A Safari Guide’s Diary – Going Birding in the Parfuri Region, December 2009
In December I had a short break from safaris and had arranged to go on a birding course in the far north of Kruger. I had three objectives for that week– 1) to learn more about birds plus see some of the unique species of the area; 2) to have a holiday in Kruger Park which involved a lot of walking; and 3) to have that holiday in the Parfuri / Makuleke region which is relatively inaccessible to the general public. So on the 8th December I travelled to the far north of Kruger, the Parfuri region, to a training camp located on the southern banks of the “great, green, greasy” Limpopo River for a wonderful week of birding. I saw many new (for me anyway!) birds and learnt a huge amount more about their calls and habits. There were 15 of us on the course with 2 instructor guides and we walked for 3-4 hours every morning while it was still relatively cool and drove every afternoon when it was generally too hot to walk.
In the north of Kruger there had been just enough rain to get the grass growing and the flowers blooming and this is one of my favourite months in Kruger – everything is wonderfully green but the grass is still only a few inches high and the bush looks positively park-like. The animals have already scattered far and wide as they don’t need to be close to the waterholes anymore, but the insects, birds and reptiles are everywhere, and of course all the babies – delicate, fragile little impala lambs teetering between curiosity and alarm, tiny warthoglets, their legs a blur, trotting behind their mothers, fluffy “rocking horse” zebra foals, bandy-legged lion cubs panting in the heat showing their spiky incisors.

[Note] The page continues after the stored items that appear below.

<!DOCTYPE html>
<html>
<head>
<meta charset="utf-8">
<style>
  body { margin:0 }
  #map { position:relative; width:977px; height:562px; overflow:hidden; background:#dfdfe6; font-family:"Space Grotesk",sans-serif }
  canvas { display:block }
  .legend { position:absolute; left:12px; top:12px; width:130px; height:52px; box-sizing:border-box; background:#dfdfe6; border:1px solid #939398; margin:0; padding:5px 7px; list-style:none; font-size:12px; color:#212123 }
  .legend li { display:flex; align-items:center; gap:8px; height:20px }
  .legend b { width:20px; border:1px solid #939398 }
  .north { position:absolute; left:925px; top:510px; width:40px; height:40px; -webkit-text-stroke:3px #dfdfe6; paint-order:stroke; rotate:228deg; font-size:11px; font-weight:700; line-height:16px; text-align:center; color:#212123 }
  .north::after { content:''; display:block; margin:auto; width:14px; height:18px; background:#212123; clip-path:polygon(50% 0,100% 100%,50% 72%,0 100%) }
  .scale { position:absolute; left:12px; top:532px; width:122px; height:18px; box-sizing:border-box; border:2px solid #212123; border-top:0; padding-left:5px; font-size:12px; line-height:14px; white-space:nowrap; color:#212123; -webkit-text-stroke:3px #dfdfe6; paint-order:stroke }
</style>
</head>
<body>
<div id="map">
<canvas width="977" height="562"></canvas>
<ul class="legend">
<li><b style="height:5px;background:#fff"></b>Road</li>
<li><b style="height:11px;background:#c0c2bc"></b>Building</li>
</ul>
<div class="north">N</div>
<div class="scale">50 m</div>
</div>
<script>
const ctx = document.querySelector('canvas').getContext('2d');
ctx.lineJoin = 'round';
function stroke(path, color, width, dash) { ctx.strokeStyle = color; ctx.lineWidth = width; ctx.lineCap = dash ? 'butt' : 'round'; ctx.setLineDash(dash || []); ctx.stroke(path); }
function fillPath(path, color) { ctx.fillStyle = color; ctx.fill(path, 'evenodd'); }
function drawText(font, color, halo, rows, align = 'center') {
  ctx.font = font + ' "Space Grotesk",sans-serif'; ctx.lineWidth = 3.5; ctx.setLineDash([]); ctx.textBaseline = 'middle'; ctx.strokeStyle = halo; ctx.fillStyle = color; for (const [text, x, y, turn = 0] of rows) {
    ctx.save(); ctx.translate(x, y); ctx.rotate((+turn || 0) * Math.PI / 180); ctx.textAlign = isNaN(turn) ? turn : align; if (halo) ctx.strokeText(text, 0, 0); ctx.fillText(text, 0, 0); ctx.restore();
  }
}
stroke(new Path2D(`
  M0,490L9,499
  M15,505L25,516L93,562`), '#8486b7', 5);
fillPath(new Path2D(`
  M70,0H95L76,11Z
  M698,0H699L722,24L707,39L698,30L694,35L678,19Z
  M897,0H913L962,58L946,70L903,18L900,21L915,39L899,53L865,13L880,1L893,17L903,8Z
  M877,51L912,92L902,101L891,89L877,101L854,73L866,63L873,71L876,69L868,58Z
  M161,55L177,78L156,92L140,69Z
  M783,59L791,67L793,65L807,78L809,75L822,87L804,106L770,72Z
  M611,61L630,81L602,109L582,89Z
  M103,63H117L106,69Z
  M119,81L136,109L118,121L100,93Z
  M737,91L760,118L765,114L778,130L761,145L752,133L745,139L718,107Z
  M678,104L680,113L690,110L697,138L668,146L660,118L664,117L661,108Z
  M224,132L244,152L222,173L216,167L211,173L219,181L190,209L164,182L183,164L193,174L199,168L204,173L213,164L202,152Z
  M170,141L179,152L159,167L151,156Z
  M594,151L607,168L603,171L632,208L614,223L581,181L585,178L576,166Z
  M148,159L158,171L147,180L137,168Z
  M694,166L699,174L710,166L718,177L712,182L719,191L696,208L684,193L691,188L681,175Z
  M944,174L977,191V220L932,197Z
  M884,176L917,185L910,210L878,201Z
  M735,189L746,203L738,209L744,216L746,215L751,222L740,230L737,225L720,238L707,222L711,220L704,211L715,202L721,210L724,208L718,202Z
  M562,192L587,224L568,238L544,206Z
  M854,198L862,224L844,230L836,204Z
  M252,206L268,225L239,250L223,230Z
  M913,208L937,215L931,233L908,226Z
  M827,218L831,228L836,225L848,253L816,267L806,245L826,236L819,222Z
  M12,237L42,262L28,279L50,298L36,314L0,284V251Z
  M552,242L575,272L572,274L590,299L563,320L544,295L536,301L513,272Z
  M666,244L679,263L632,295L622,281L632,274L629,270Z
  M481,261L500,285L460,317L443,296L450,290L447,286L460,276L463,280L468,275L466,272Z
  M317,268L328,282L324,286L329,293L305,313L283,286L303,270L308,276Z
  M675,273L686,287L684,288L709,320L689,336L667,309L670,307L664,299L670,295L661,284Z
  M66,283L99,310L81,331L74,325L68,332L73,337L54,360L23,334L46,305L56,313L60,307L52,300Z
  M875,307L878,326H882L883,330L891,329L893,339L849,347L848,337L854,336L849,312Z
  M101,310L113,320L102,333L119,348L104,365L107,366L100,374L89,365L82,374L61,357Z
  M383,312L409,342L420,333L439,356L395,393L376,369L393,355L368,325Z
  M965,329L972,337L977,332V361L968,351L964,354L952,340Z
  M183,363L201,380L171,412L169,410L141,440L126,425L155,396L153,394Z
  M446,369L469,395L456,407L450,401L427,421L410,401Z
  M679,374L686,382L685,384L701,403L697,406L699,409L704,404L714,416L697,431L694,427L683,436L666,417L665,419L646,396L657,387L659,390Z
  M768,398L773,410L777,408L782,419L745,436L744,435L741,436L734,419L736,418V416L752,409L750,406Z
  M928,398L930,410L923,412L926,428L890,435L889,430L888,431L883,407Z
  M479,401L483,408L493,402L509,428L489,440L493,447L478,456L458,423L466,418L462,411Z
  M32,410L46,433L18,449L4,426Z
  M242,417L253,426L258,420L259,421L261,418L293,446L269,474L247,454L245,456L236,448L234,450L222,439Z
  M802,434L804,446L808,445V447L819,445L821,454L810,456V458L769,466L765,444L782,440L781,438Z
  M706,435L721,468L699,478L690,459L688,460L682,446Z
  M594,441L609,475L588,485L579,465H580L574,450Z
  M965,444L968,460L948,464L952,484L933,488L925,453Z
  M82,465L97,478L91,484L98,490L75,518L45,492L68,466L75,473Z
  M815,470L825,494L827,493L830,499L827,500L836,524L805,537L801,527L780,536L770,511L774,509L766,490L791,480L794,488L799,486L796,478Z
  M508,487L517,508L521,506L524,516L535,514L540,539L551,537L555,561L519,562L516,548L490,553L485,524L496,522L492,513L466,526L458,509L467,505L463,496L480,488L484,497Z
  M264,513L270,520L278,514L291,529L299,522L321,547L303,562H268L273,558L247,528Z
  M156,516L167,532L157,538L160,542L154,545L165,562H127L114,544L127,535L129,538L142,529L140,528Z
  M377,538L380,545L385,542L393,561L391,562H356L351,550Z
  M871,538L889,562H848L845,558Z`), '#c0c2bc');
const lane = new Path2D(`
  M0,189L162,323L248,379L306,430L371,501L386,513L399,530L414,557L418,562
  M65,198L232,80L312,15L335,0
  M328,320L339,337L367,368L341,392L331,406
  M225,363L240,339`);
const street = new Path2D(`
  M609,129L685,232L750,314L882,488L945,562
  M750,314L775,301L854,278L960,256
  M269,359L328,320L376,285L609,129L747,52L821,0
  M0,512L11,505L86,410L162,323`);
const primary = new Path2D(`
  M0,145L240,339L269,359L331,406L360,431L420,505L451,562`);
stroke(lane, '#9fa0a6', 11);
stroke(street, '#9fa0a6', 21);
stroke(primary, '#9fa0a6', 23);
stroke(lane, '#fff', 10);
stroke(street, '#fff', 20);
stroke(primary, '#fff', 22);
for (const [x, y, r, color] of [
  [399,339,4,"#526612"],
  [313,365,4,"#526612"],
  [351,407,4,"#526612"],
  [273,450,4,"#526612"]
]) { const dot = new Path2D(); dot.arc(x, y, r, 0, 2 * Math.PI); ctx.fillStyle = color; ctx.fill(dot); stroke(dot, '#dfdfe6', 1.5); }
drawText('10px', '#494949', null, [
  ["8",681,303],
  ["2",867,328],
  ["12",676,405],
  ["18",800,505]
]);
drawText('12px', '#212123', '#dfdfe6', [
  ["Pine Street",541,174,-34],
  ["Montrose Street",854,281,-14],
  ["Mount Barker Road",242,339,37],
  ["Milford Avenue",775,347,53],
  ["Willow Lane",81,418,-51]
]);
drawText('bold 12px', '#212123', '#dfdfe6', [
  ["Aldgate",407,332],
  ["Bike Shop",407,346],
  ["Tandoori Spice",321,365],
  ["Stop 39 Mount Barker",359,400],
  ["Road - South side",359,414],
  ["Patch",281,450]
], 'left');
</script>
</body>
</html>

The Parfuri area itself is a spectacular change from southern Kruger. The underlying geology is quite different and as a result one has stunning Mopani forests on the ridges, ghostly green fever tree forests of the Limpopo river flood plains and the lala palm thickets rattling in the breezes that blow across the river plains. Scattered over the stony ridges and inland plains are stately Baobabs now fully clothed in their summer green and glowing in the dark of the night with their beautiful creamy white flowers.